The formation energies of LiCoO2, LiNiO2 and LiMnO2 were calculated using a combination of adequately selected Hess cycles and DFT computations. Several exchange-correlation functionals were tested and PBE for solids (PBEsol) turned out to be the most accurate. The enthalpies of formation at 0 K are -168.0 kJ mol at-1 for LiCoO2, -173.2 kJ mol at-1 for LiNiO2, -209.9 kJ mol at-1 for o-LiMnO2 and -208.8 kJ mol at-1 for r-LiMnO2. In comparison to experimental formation energy data, a difference of 1.6 and 0.01 kJ mol at-1 was obtained for LiCoO2 and LiMnO2, respectively. By contrast, a much larger discrepancy, around 24 kJ mol at-1, was obtained for LiNiO2 and confirmed by using an additional and independent Hess cycle. The influence of slight crystallographic distortions associated with magnetism and/or the Jahn-Teller effect on energy was carefully searched for and taken into account, as well as corrections arising from vibrational contributions. Hence, these results should motivate future measurements of the thermodynamic properties of LiNiO2, which are currently scarce. Vibrational contributions to the structural and energetic properties were computed within the harmonic and the quasi-harmonic approximations.

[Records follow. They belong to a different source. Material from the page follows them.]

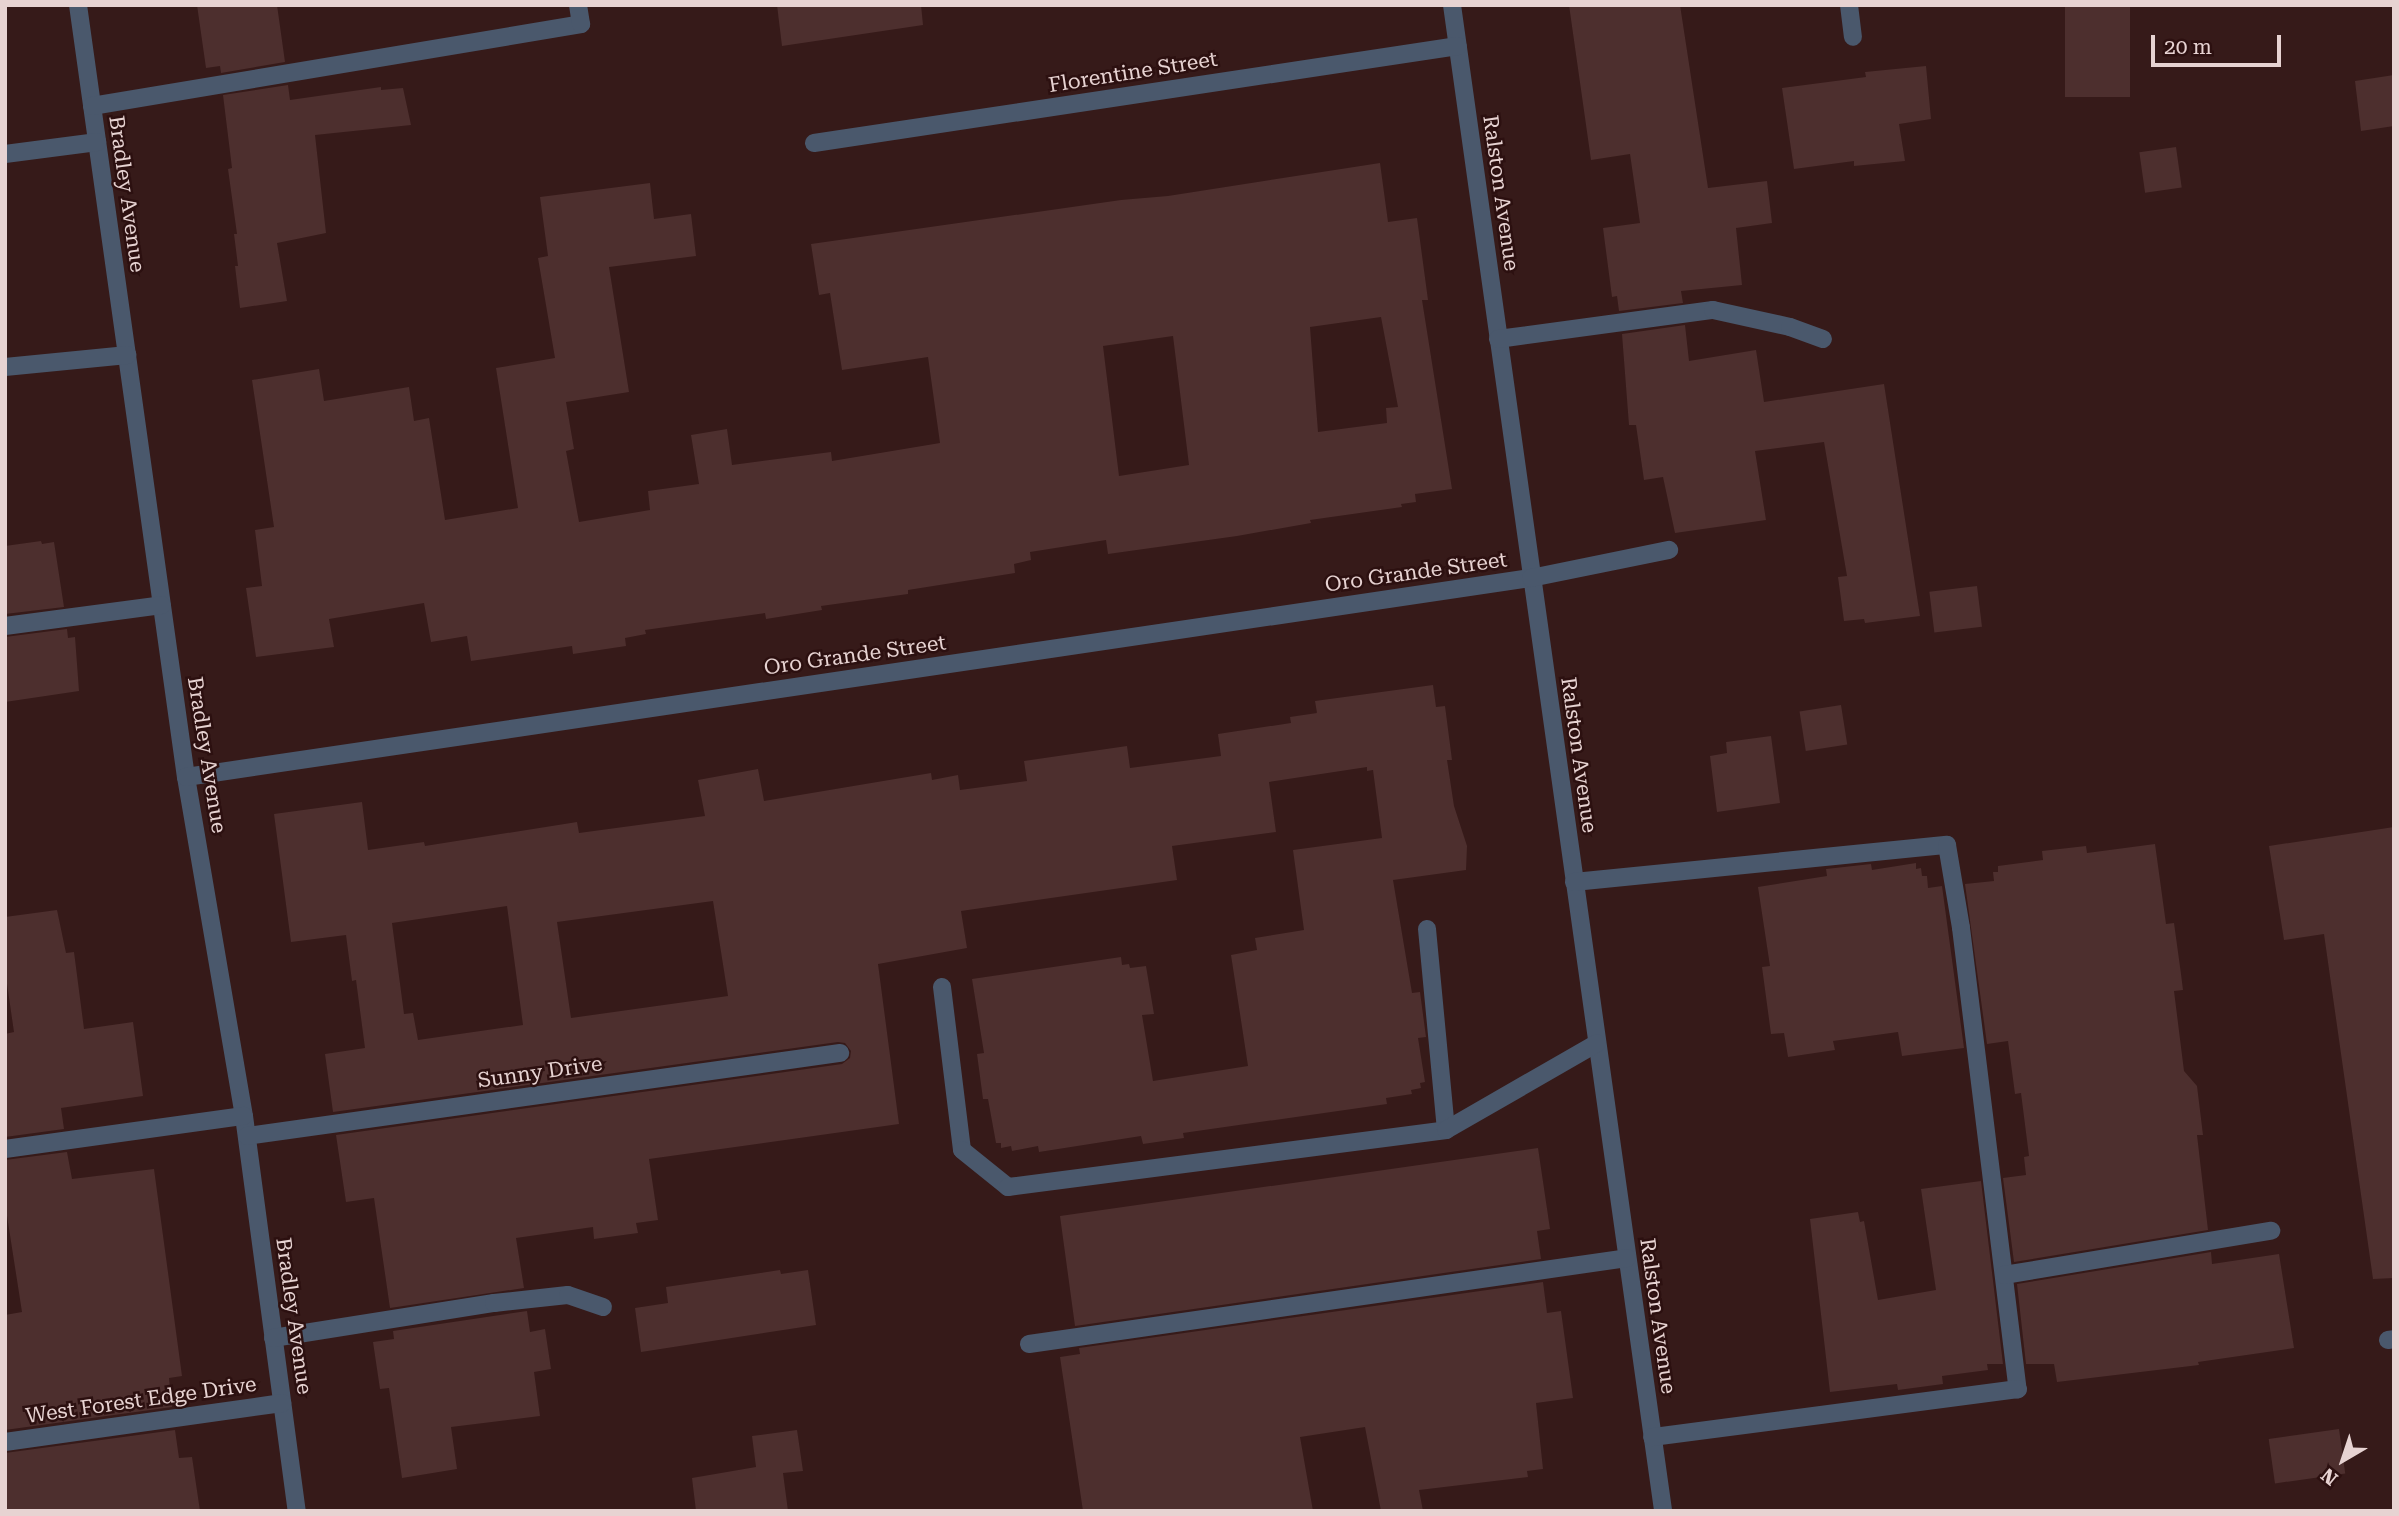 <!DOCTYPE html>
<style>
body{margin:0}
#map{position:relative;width:2399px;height:1516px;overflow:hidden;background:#361a19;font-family:"Roboto Serif",serif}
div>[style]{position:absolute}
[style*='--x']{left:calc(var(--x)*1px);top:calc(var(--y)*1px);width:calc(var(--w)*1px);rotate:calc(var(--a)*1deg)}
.building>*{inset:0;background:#4d2f2e;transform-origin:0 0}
.minor>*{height:18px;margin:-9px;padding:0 9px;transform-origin:9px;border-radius:9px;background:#4a586c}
span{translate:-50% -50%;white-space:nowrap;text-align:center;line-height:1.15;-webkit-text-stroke:5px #2c1010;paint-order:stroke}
.street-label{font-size:21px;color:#e7d3d2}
.frame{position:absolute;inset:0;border:7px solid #e7d3d2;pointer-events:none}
.north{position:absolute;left:2308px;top:1425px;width:70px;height:70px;-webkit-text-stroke:5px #2c1010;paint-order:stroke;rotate:219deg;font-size:19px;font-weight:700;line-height:28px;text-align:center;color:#e7d3d2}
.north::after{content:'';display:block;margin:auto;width:24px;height:32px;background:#e7d3d2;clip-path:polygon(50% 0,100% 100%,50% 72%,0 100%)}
.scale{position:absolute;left:2151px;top:35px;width:130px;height:32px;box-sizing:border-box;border:4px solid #e7d3d2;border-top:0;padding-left:9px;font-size:21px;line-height:24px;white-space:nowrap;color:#e7d3d2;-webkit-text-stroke:5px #2c1010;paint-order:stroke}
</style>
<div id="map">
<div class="building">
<i style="clip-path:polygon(197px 5px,277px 5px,285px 62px,221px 73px,220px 66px,206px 68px)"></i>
<i style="clip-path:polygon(777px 5px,921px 5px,923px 25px,782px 46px)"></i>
<i style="clip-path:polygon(1569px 5px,1680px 5px,1708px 188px,1767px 181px,1772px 223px,1736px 228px,1742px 285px,1681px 291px,1683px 303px,1619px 311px,1617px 296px,1612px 297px,1603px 228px,1640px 223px,1630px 154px,1591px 160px)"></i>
<i style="left:2065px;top:5px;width:65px;height:92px"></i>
<i style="clip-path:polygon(1926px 66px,1931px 119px,1899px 124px,1905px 161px,1854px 166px,1854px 161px,1794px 169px,1782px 88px,1866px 77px,1865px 72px)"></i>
<i style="clip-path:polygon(2394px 75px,2394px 126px,2361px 131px,2355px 81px)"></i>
<i style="clip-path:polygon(288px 85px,290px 100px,381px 87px,381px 90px,403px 88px,411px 125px,315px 135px,326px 233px,277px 243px,287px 301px,240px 308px,235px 266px,238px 266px,234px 234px,237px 234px,228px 169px,232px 168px,223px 95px)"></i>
<i style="left:2176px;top:147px;width:41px;height:37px;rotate:82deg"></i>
<i style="clip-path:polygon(evenodd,1380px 163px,1388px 222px,1417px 218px,1428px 300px,1422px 300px,1452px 489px,1415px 494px,1416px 502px,1401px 504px,1402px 507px,1310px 520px,1311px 523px,1237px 536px,1108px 554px,1106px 540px,1030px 552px,1031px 560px,1014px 564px,1015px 573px,908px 590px,908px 594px,821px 606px,822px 610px,766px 619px,765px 613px,645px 630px,646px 634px,625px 638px,626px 646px,573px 654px,572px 646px,471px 661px,467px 636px,431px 642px,424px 603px,329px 619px,334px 647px,256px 657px,246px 588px,262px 586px,255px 530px,274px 527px,252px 380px,319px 369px,324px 401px,409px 387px,414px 421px,429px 418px,445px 520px,518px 508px,496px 368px,555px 358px,538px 258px,548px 256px,540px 197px,650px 183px,654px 219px,691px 214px,696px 256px,609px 267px,629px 392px,566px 402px,574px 449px,566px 451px,579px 522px,650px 510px,648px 491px,699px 484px,691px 435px,727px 429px,732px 465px,831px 452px,832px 461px,940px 443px,928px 357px,842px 370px,830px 293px,819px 295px,811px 244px,1121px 200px,1168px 196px,1380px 163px,1381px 317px,1398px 407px,1386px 408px,1387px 423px,1318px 432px,1310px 327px,1381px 317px,1380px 163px,1173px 336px,1189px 465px,1119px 476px,1103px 346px,1173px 336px)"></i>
<i style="clip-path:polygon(1685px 325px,1689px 361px,1756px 350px,1764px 402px,1884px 384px,1920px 616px,1865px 623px,1864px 619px,1844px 621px,1838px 577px,1847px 576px,1824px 442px,1755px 451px,1766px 520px,1675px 533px,1663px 477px,1644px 480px,1636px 425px,1629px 425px,1622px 334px)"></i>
<i style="clip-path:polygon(41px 541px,42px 544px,54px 542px,64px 607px,5px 614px,5px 546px)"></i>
<i style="left:1977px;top:586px;width:41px;height:48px;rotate:83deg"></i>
<i style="clip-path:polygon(67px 629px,68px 638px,75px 637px,79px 691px,5px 702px,5px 637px)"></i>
<i style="clip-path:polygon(evenodd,1433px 685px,1436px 707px,1445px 706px,1452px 760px,1447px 760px,1454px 806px,1467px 846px,1466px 870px,1393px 880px,1412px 993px,1420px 992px,1426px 1037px,1418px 1038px,1425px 1082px,1420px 1083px,1421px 1088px,1411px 1090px,1412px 1094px,1386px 1098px,1387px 1104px,1183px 1133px,1184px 1138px,1143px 1144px,1141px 1136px,1039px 1152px,1038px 1146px,1012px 1151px,1011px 1146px,1001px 1148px,1001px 1143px,996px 1143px,988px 1099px,983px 1099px,977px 1054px,984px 1053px,972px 979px,1121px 957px,1122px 965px,1129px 964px,1130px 968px,1146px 966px,1154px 1014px,1142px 1015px,1153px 1081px,1248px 1066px,1231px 955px,1257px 950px,1255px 938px,1304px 930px,1293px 850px,1382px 838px,1373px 770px,1367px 771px,1367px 767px,1269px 782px,1276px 832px,1172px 846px,1177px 880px,961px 911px,967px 948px,878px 964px,899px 1124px,649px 1159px,658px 1220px,636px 1223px,638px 1233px,594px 1239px,593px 1227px,516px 1238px,524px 1288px,390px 1308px,374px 1198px,346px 1202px,336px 1135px,842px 1064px,850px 1058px,851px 1051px,845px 1043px,838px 1042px,333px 1112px,325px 1054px,365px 1048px,356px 980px,352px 981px,346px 935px,291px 942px,274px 814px,362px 802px,368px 850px,424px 842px,425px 846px,577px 822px,579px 833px,705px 816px,698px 780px,758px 769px,764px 801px,931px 773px,932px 780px,958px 775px,960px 790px,1027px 781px,1024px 761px,1127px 746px,1130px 768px,1221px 756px,1218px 734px,1291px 723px,1290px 717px,1317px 713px,1315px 701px,1433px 685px,713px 901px,728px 996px,571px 1018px,557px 922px,713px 901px,1433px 685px,507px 906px,523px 1025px,418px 1040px,413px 1013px,404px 1014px,392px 923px,507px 906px)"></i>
<i style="left:1841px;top:705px;width:40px;height:42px;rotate:81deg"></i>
<i style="clip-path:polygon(1771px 736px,1780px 803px,1717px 812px,1710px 756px,1727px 753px,1726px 742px)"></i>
<i style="clip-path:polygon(2394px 827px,2394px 1278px,2373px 1279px,2324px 934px,2284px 940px,2269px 846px)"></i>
<i style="clip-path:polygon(2155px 844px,2166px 924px,2174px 923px,2181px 974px,2183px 990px,2174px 991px,2184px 1071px,2197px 1086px,2203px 1135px,2197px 1135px,2208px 1230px,2014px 1262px,2003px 1178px,2026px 1175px,2024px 1157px,2029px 1156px,2021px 1093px,2015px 1094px,2008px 1041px,1987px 1044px,1965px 884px,1994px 881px,1993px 872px,1998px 872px,1998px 866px,2043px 860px,2042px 851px,2086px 846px,2087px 853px)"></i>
<i style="clip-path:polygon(1916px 863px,1916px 869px,1921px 868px,1922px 876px,1927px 876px,1928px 888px,1942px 886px,1964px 1048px,1902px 1056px,1898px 1032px,1833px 1041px,1835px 1050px,1788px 1057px,1784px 1033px,1771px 1034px,1762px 967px,1770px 966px,1758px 887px,1827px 876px,1826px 869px,1871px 864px,1872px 870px)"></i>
<i style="clip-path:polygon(57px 910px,66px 953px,74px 952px,84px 1029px,133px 1022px,143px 1096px,61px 1108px,64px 1129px,5px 1137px,5px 1034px,14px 1032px,5px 970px,5px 917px)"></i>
<i style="clip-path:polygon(1538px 1148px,1550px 1229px,1537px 1231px,1541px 1259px,1075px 1326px,1060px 1216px)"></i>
<i style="clip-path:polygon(67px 1152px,72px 1179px,154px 1169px,182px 1376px,169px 1378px,172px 1407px,5px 1430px,5px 1315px,22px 1312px,5px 1203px,5px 1160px)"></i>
<i style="clip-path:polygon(1981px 1181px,2003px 1364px,1987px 1364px,1988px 1370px,1942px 1376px,1943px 1384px,1898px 1390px,1897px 1384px,1830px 1392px,1810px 1219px,1858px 1212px,1860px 1222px,1864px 1221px,1878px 1300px,1936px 1290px,1921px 1189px)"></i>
<i style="clip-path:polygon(2211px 1252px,2212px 1264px,2279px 1254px,2294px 1348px,2198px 1362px,2199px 1365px,2057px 1382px,2054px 1364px,2026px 1364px,2017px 1284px)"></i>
<i style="clip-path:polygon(780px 1270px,781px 1274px,808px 1270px,816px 1325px,641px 1352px,635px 1308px,668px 1303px,666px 1287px)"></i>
<i style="clip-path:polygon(1543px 1282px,1547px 1313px,1561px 1311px,1573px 1398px,1536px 1403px,1543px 1469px,1527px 1471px,1528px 1477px,1419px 1490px,1423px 1511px,1381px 1511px,1365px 1427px,1300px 1437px,1313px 1511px,1083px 1511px,1060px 1357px,1080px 1354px,1079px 1348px)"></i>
<i style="clip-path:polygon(527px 1311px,530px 1332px,545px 1329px,551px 1369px,534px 1372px,540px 1416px,451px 1427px,457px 1469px,402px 1478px,389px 1388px,380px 1389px,373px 1342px,394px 1339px,393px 1331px)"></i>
<i style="left:2339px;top:1429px;width:45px;height:71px;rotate:82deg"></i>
<i style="clip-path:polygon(175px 1430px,179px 1458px,192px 1457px,200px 1511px,5px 1511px,5px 1453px)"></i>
<i style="clip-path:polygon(797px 1430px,803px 1471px,783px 1473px,788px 1511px,696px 1511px,692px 1478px,756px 1467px,752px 1436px)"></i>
</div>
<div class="minor">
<i style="--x:78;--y:5;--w:780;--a:82.04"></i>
<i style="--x:186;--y:777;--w:344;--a:80.3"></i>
<i style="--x:244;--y:1116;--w:399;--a:82.4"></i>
<i style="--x:1452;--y:5;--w:1521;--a:82.02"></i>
<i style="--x:1849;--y:5;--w:32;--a:83"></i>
<i style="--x:92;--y:106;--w:496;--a:-9.5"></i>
<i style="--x:581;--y:24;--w:19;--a:-99"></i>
<i style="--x:814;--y:143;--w:651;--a:-8.57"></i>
<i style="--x:5;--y:154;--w:93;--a:-7.4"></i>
<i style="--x:1498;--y:339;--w:217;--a:-7.7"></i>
<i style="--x:1713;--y:310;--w:79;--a:12.4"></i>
<i style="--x:1790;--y:327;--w:35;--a:20"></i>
<i style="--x:5;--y:367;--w:123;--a:-5.6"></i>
<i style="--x:5;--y:626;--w:158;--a:-7.6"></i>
<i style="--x:186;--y:777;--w:1360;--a:-8.42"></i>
<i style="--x:1531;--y:578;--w:141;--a:-11.5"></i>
<i style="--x:1574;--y:882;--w:375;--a:-5.7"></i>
<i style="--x:1947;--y:845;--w:84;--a:80.4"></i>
<i style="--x:1961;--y:928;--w:465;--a:83"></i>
<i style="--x:2018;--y:1389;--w:369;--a:172.5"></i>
<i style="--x:1427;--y:929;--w:202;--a:84.6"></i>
<i style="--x:942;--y:987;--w:164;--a:83"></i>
<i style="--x:962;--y:1150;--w:59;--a:38.8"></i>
<i style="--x:1008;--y:1187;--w:442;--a:-7.4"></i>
<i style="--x:1446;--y:1130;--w:174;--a:-29.9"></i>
<i style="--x:247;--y:1136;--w:599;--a:-7.97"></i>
<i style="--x:5;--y:1149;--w:241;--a:-7.9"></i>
<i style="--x:2004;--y:1275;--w:271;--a:-9.4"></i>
<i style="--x:273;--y:1338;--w:224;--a:-9"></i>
<i style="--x:494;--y:1303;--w:74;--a:-6.2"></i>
<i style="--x:568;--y:1295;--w:37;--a:19"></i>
<i style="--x:2388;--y:1340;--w:6;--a:-9"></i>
<i style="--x:1029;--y:1344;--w:604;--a:-8.18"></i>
<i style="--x:5;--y:1442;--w:280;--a:-8"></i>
</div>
<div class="street-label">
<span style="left:1133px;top:72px;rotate:-9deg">Florentine Street</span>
<span style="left:1501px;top:193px;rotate:82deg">Ralston Avenue</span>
<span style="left:127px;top:194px;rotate:82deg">Bradley Avenue</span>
<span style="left:1416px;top:572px;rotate:-8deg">Oro Grande Street</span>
<span style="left:855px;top:655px;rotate:-8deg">Oro Grande Street</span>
<span style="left:207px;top:755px;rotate:81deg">Bradley Avenue</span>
<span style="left:1579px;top:755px;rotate:82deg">Ralston Avenue</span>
<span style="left:540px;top:1072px;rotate:-8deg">Sunny Drive</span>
<span style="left:294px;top:1316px;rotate:82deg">Bradley Avenue</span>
<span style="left:1658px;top:1316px;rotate:82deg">Ralston Avenue</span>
<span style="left:141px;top:1400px;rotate:-8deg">West Forest Edge Drive</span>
</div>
<div class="frame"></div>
<div class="north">N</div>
<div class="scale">20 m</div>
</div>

The LiCoO2 heat capacity at constant pressure is in excellent agreement with experimental data, with a difference of only 3.3% at 300 K. In the case of LiNiO2 the difference reaches 17% at 300 K, which could also motivate further investigation. The Cp(T) value for the orthorhombic phase o-LiMnO2, for which no previous data were available, was computed. Structural properties such as specific mass, bulk modulus and coefficient of thermal expansion are presented.